Structure and function of the Smoothened extracellular domain in vertebrate Hedgehog signaling
Sigrid Nachtergaele,
Daniel M Whalen,
Laurel K Mydock,
Zhonghua Zhao,
Tomas Malinauskas,
Kathiresan Krishnan,
Philip W Ingham,
Douglas F Covey,
Christian Siebold,
Rajat Rohatgi
Affiliations
Sigrid Nachtergaele
Department of Biochemistry, Stanford University School of Medicine, Stanford, United States
Daniel M Whalen
Division of Structural Biology, Wellcome Trust Centre for Human Genetics, University of Oxford, Oxford, United Kingdom
Laurel K Mydock
Department of Developmental Biology, Washington University School of Medicine, St.

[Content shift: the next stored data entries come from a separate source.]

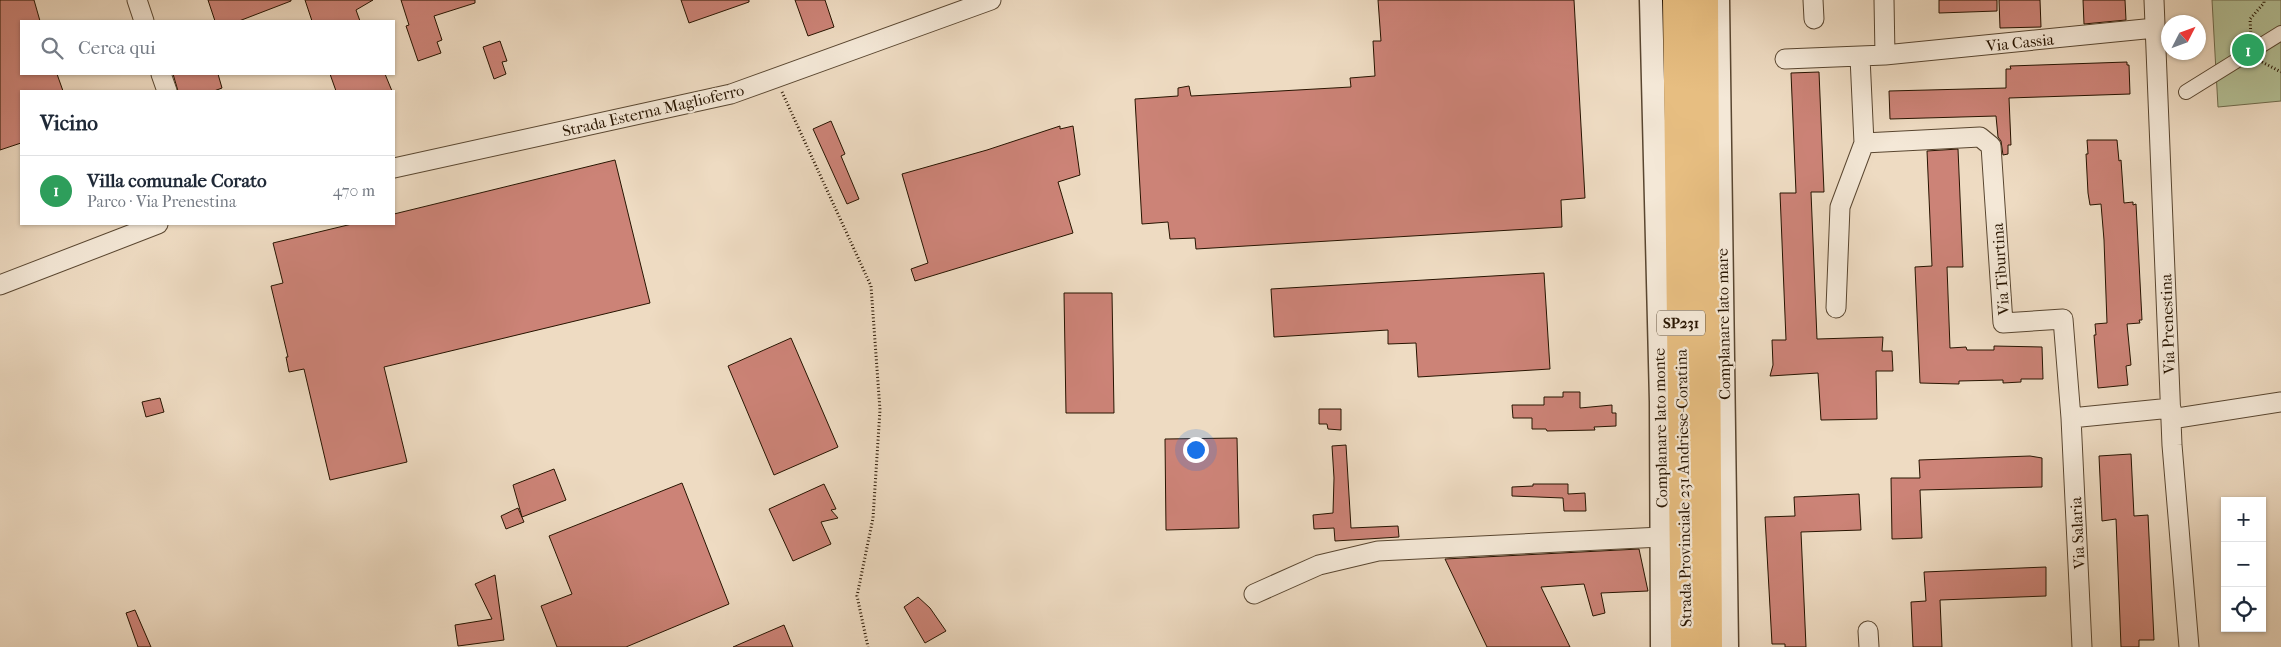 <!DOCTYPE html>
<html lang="it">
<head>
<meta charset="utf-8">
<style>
	:root { --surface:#fff; --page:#f6f6f7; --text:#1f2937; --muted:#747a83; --line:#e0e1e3; --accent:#8f2418 }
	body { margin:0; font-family:"IM FELL French Canon",serif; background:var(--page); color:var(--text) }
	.controls { position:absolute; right:15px; bottom:15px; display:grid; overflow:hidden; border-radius:0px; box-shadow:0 1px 4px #0004 }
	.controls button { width:45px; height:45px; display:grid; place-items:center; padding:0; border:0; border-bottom:1px solid var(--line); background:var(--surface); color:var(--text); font:25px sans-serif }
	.compass { position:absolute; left:2161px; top:15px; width:45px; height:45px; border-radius:50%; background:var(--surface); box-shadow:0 1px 4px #0004; rotate:48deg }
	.you { position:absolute; left:1195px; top:449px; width:18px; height:18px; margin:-12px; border:4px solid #fff; border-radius:50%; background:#1a73e8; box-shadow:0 0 0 8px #1a73e833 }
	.badge { display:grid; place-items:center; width:32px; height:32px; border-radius:50%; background:var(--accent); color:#fff; font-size:16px; font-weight:700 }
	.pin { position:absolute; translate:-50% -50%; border:2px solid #fff; box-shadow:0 1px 5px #0006 }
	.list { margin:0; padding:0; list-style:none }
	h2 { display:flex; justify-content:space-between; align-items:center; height:65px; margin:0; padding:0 20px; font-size:21px }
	h2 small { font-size:16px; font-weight:400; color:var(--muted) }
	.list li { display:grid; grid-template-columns:32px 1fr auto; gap:15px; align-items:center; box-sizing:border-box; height:70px; padding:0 20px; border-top:1px solid var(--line) }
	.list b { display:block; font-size:19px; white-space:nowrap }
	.list p { margin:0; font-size:16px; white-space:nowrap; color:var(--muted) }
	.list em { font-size:16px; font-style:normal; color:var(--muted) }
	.icon { flex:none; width:28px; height:28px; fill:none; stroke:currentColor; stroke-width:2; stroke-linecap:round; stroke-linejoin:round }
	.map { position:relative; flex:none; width:2281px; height:647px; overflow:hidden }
	.search { position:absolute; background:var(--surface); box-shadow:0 1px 4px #0004; left:20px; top:20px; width:375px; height:55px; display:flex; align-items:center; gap:12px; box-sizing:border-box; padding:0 18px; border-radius:0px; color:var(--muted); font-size:19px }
	.panel { position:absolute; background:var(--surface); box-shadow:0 1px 4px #0004; left:20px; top:90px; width:375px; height:135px; border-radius:0px }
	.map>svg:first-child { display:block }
</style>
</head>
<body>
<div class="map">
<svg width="2281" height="647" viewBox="0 0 2281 647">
	<rect width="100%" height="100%" fill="#eedbc2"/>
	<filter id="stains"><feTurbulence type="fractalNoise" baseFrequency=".004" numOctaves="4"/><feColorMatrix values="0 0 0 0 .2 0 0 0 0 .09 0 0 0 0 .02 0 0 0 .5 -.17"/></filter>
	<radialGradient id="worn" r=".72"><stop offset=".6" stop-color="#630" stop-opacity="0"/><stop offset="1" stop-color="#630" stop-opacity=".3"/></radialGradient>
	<path fill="#b4c197" stroke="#6e6a4c" d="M2212 0H2281V101L2218 107Z"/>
	<path fill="#cc8377" stroke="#271400" d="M0 0H34L40 21H21V74H57L63 91H21V143L0 150Z
		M208 0H291V1L239 21H215Z
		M305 0H373L356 10 360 21H312Z
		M401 0H475V3L434 16 442 40 437 42 441 53 418 61 406 26 409 25Z
		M681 0H749V2L689 23Z
		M795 0H825L834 27 808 36Z
		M1378 0H1574L1585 198 1561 200 1562 227 1196 249 1195 238 1170 239 1168 222 1142 224 1135 99 1178 96V88L1189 86 1191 96 1351 87 1350 78 1375 76 1373 41H1381Z
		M1939 0H1997V11L1939 13Z
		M1999 0H2040L2041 27 2000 28Z
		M2083 0H2125L2126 20 2084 24Z
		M500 41 507 61 502 62 506 74 494 79 483 47Z
		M2127 62V65H2129L2130 94 2009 98 2011 145H2008V154L2003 155 2001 141 1998 137 1996 116 1890 119 1889 91 2006 88V69H2011L2010 66Z
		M1819 72 1824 192H1811L1817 339 1883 337 1882 351H1892L1893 371H1876L1877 419 1821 420 1818 373 1770 376 1773 365 1772 340H1786L1780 193H1796L1791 73Z
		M173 74H218L222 88 214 91H178Z
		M330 74H385L392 91H336Z
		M831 121 845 154 841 156 859 199 847 204 813 129Z
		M1060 126V129L1073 126 1080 175 1058 182 1073 233 915 281 911 269 928 263 902 174 987 150Z
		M2087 140H2117L2119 161 2121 160 2124 203 2133 202V205L2136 204 2142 320H2139L2140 323 2127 324 2131 365 2126 366 2128 385 2098 388 2094 335H2096L2095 324 2107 323 2104 240 2101 204 2090 205 2088 193 2086 154H2088Z
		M1958 149 1963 267H1947L1950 348 1966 347 1967 350H1994V346L2042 347 2043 379H2021V382L2003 383V380L1959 381V384L1920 383 1915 267 1932 266 1927 151Z
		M615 160 650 303 384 367 407 462 330 480 304 369 289 372 286 357H288L271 286 283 283 273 243 352 224H394V214Z
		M1544 273 1550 369 1418 377 1416 343 1388 344V330L1274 337 1271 289Z
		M1064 293H1112L1114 413H1066Z
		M791 338 838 447 774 475 728 366Z
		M1563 392H1580V408L1612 405V413H1616V426L1594 427 1595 430 1547 431 1546 429H1532V418H1513L1512 405H1544V397H1563Z
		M160 398 164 412 146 417 142 402Z
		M1319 409H1341V430L1328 429 1327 424H1319Z
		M1237 438 1239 528 1166 530 1165 439Z
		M1346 445 1351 528 1398 526 1399 537 1335 541 1334 528 1314 529 1313 515 1333 513 1334 478 1332 446Z
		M2131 454 2134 516 2148 515 2154 640H2139V647H2121L2116 519 2102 521 2099 456Z
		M2030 456 2042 458V487L1920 490 1922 538 1892 539 1891 478H1920L1919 460Z
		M554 469 566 500 522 517 513 485Z
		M682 483 729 604 626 647H557L541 606 572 594 549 536Z
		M824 484 836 509 831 510 838 518 821 522 831 544 793 561 769 509Z
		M1533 484H1568V494L1585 493 1586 511H1564L1563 498 1512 496V487L1533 486Z
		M1859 494 1861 530 1801 532 1806 647H1785V644H1772L1765 517 1795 516 1794 497Z
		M518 508 524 522 506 529 501 516Z
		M1639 549 1648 591 1601 593 1605 613 1593 616 1584 584 1541 587 1570 647H1487L1445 559Z
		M2046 567V596L1940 600 1942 647H1913L1911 602 1926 601 1924 572Z
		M495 575 504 640 458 646 455 625 492 619 475 584Z
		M918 597 930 608 946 631 925 643 904 607Z
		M135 610 151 647H138L126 613Z
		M784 625 793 647H733Z"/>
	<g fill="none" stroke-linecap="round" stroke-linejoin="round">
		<g stroke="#594630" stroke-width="16">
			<path id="pedestrian" d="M2186 92 2281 33"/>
		</g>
		<g stroke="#594630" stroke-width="21">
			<path id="minor" d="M137 0 144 21
				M1813 0 1814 19
				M1884 0 1885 55
				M2154 0 2172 445 2189 647
				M1785 59 1885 55 2155 28
				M161 74 167 91
				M1864 143 1980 137 1991 146 2003 323 2063 319 2071 418 2171 408
				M394 168 731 94 991 0
				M0 285 158 224
				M1836 308 1840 207 1864 143 1860 57
				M2071 418 2082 647
				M2171 419 2281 402
				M1254 594 1319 565 1378 551 1661 537
				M1868 631 1869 647"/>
		</g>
		<g stroke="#594630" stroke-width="25">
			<path id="tertiary" d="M1651 0 1661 402 1662 647
				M1718 0 1727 647"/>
		</g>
		<g stroke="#271400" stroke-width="30">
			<path id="trunk" d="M1677 0 1685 647
				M1704 0 1708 647"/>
		</g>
		<path stroke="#271400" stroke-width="3" stroke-dasharray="1 2.5" stroke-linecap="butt" d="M2251 36 2250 19 2264 3V0
			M2262 62 2281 72
			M782 92 871 286 880 410 873 518 857 596 868 647"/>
		<use href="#pedestrian" stroke="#f4e8d7" stroke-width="14"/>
		<use href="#minor" stroke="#f4e8d7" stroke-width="19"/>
		<use href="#tertiary" stroke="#f4e8d7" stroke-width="22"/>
		<use href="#trunk" stroke="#e7be81" stroke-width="28"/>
	</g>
	<g text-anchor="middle" stroke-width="4.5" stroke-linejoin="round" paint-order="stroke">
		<rect fill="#f4e8d7" stroke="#645440" stroke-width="1" x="1657" y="310.5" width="48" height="25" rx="4"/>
		<g font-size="15" font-weight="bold" fill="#271400">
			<text x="1681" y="328">SP231</text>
		</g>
		<g font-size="16" fill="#271400" stroke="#f4e8d7">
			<text transform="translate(2020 42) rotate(-6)" y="6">Via Cassia</text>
			<text transform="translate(653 110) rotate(-13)" y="6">Strada Esterna Maglioferro</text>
			<text transform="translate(2000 269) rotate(-94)" y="6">Via Tiburtina</text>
			<text transform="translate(1723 324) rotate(-91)" y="6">Complanare lato mare</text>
			<text transform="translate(2167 324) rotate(-92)" y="6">Via Prenestina</text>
			<text transform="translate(1660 428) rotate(-91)" y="6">Complanare lato monte</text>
			<text transform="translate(1683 488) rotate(-91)" y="6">Strada Provinciale 231 Andriese-Coratina</text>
			<text transform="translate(2077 533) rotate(-93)" y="6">Via Salaria</text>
		</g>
	</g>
	<rect width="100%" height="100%" filter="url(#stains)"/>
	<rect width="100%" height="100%" fill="url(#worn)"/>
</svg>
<div class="controls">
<button>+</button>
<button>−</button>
<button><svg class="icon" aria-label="locate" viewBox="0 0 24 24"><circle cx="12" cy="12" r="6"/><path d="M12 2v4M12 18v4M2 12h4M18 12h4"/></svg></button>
</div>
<svg class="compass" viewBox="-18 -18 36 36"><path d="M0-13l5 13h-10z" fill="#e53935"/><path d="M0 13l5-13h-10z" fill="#747a83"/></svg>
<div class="you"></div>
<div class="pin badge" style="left:2248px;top:50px;background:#2e9e5b">1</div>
<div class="search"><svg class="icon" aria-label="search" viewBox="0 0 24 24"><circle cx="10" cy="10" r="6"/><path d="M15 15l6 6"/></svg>Cerca qui</div>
<section class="panel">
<h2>Vicino<small></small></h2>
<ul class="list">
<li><span class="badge" style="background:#2e9e5b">1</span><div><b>Villa comunale Corato</b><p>Parco · Via Prenestina</p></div><em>470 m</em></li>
</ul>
</section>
</div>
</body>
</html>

Louis, United States
Zhonghua Zhao
A*STAR Institute of Molecular and Cell Biology, Singapore, Singapore
Tomas Malinauskas
Division of Structural Biology, Wellcome Trust Centre for Human Genetics, University of Oxford, Oxford, United Kingdom
Kathiresan Krishnan
Department of Developmental Biology, Washington University School of Medicine, St. Louis, United States
Philip W Ingham
A*STAR Institute of Molecular and Cell Biology, Singapore, Singapore; Lee Kong Chian School of Medicine, Imperial College London/Nanyang Technological University, Singapore, Singapore
Douglas F Covey
Department of Developmental Biology, Washington University School of Medicine, St. Louis, United States
Christian Siebold
Division of Structural Biology, Wellcome Trust Centre for Human Genetics, University of Oxford, Oxford, United Kingdom
Rajat Rohatgi
Department of Biochemistry, Stanford University School of Medicine, Stanford, United States; Department of Medicine, Stanford University School of Medicine, Stanford, United States
The Hedgehog (Hh) signal is transduced across the membrane by the heptahelical protein Smoothened (Smo), a developmental regulator, oncoprotein and drug target in oncology. We present the 2.3 Å crystal structure of the extracellular cysteine rich domain (CRD) of vertebrate Smo and show that it binds to oxysterols, endogenous lipids that activate Hh signaling. The oxysterol-binding groove in the Smo CRD is analogous to that used by Frizzled 8 to bind to the palmitoleyl group of Wnt ligands and to similar pockets used by other Frizzled-like CRDs to bind hydrophobic ligands. The CRD is required for signaling in response to native Hh ligands, showing that it is an important regulatory module for Smo activation. Indeed, targeting of the Smo CRD by oxysterol-inspired small molecules can block signaling by all known classes of Hh activators and by clinically relevant Smo mutants.